Amongst this short list of surnames were – Hiroi, Mano, Miya, Hirasawa, Kawakami, Igarashi and so on.

Still, as recently as the early 1960’s, very few Japanese people had ever seen these fabled coloured carp from Yamakoshi.

Minoru Mano of Dainichi fame built his original Koi outlet in Minamigoro village in the late 1960’s

Minoru Mano of Dainichi fame built his original Koi outlet in Minamigoro village in the late 1960’s

More to the point, the coloured carp breeders had no idea that their pets would ever become of value to others in areas of Japan they would never even consider visiting.

Had it not been for the fishmongers who later became fervent promoters of these coloured carp – perhaps coloured carp would still be a winter pastime for the carp farmers themselves?

These early days were times when there was no printed information on how to keep these coloured carp alive and most buyers assumed they were merely large goldfish – but still the vast majority met an early death during the winters.

In those early days, buyers had no idea what they were buying – so instead they looked at the ones that resembled their favourite colours and found it ‘cute’ if another only had one pectoral fin.

As to prices of the Koi back then, all were sold on size alone – irrespective of colours.

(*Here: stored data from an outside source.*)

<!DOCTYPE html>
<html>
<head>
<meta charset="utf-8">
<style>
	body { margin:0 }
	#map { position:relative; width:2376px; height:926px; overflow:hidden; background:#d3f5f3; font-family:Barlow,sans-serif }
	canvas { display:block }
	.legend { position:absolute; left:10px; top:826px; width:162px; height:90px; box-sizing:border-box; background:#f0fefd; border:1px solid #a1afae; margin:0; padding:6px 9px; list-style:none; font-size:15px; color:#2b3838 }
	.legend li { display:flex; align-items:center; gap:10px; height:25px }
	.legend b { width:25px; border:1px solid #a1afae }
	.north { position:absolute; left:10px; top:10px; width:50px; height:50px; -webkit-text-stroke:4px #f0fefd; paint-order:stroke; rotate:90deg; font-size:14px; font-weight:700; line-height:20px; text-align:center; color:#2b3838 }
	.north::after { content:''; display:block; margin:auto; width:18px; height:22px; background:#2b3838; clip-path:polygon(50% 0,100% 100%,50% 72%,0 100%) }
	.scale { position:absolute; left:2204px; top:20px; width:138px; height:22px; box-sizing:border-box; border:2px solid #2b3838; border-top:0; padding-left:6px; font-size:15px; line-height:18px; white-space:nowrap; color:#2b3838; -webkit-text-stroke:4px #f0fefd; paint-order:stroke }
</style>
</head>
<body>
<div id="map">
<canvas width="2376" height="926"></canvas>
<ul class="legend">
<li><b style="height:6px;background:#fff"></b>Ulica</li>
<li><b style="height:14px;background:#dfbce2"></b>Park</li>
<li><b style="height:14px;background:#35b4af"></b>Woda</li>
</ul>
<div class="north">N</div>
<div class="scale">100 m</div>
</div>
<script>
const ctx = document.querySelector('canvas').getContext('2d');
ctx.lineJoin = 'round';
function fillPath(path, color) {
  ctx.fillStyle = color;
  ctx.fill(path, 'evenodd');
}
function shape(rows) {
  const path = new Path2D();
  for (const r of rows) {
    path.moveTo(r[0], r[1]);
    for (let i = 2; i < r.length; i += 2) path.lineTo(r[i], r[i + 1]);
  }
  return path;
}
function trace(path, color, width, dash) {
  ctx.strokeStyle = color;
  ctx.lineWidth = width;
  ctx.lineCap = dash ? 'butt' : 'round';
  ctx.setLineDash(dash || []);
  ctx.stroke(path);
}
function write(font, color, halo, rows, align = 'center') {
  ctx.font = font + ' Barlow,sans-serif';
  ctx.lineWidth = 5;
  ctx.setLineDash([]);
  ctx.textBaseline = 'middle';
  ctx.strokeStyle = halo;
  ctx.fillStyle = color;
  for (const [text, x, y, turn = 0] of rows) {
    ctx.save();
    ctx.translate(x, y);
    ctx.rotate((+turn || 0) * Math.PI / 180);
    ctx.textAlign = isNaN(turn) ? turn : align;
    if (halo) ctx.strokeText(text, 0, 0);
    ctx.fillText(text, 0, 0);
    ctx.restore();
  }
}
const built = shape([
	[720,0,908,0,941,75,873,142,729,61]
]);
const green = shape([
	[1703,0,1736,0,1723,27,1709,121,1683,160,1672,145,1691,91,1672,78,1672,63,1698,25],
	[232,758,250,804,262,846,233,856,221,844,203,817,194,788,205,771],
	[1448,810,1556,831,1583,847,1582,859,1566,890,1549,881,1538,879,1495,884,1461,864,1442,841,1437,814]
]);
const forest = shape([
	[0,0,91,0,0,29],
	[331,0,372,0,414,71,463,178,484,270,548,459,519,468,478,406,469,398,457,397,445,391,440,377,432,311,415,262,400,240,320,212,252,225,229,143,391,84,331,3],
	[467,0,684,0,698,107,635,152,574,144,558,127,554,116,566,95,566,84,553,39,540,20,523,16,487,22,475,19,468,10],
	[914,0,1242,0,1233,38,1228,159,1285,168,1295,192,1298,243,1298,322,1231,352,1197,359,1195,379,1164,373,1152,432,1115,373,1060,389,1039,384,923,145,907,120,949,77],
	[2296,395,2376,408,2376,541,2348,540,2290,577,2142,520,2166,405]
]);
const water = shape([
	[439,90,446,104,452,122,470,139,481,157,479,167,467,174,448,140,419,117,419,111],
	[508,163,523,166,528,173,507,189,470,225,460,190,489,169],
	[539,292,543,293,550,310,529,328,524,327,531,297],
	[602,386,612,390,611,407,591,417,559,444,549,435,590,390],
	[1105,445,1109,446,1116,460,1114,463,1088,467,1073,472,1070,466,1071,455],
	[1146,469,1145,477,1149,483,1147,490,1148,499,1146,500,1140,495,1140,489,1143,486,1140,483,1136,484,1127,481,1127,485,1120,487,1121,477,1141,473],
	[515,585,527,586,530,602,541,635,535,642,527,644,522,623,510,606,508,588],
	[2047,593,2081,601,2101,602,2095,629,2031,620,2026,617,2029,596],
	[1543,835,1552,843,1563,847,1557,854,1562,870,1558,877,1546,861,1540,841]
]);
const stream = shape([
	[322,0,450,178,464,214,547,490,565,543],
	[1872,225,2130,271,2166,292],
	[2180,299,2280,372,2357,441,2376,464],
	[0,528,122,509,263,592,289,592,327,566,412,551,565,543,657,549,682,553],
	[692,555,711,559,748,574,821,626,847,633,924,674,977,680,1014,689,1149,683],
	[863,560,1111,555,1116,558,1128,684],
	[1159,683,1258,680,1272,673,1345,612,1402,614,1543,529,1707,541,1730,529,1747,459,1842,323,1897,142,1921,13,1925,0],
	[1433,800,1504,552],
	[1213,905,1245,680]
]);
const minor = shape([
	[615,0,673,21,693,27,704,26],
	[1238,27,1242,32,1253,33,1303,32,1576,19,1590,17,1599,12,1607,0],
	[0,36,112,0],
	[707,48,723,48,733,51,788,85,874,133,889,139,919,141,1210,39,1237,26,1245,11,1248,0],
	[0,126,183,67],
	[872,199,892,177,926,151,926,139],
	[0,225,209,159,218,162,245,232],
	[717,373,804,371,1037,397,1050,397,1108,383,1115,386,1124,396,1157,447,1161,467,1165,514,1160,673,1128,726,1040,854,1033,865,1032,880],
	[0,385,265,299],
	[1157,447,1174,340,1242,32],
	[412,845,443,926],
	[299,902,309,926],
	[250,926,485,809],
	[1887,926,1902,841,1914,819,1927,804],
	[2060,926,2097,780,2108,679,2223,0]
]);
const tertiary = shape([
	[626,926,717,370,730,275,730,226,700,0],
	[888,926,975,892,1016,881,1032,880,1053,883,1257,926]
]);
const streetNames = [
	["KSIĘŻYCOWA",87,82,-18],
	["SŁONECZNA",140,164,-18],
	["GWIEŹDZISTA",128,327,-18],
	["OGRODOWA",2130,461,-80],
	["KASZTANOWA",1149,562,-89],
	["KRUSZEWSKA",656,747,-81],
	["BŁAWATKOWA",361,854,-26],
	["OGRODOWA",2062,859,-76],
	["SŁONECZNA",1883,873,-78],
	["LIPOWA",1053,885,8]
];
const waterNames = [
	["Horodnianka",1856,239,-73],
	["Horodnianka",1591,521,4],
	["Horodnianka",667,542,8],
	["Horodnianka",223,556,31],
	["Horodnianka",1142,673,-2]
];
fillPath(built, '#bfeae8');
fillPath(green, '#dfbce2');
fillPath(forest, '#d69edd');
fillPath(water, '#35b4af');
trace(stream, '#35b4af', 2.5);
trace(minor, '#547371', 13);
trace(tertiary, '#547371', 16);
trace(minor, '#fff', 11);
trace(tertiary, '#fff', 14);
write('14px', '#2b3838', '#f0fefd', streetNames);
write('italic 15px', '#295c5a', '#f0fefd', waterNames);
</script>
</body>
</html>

In 1965 when Japan hosted the Olympic Games, Irogoi were displayed there for all to see with their new name of Nishikigoi (brocaded carp).

In the same year, Miyakoya in Ojiya opened the first auction house for carp – but it wasn’t until early 1968 that the first coloured carp started to trickle through.

A busy auction at Miyakoya, Ojiya.

A busy auction at Miyakoya, Ojiya.

Because of the huge sales potentials of Nishikigoi, scientists were contacted and asked to discover exactly how the first coloured scales were actually produced.

These scientists discovered that it was a purely accidental crossing of ‘strains’ between two lines of Magoi named later as ‘Asagi Magoi’ and ‘Tetsu Magoi’ and this crossing did give coloured scales to some of the offspring.

The mystery was finally revealed but the mystique still remains.

Yes, the mystique still remains today.

Yes, the mystique still remains today.

This lecture is the truth as to how Nishikigoi came to be – and exactly why I often use the term – ‘From Mistake to Mystique’.

A closing shot showing the beauty of Yamakoshi.

A closing shot showing the beauty of Yamakoshi.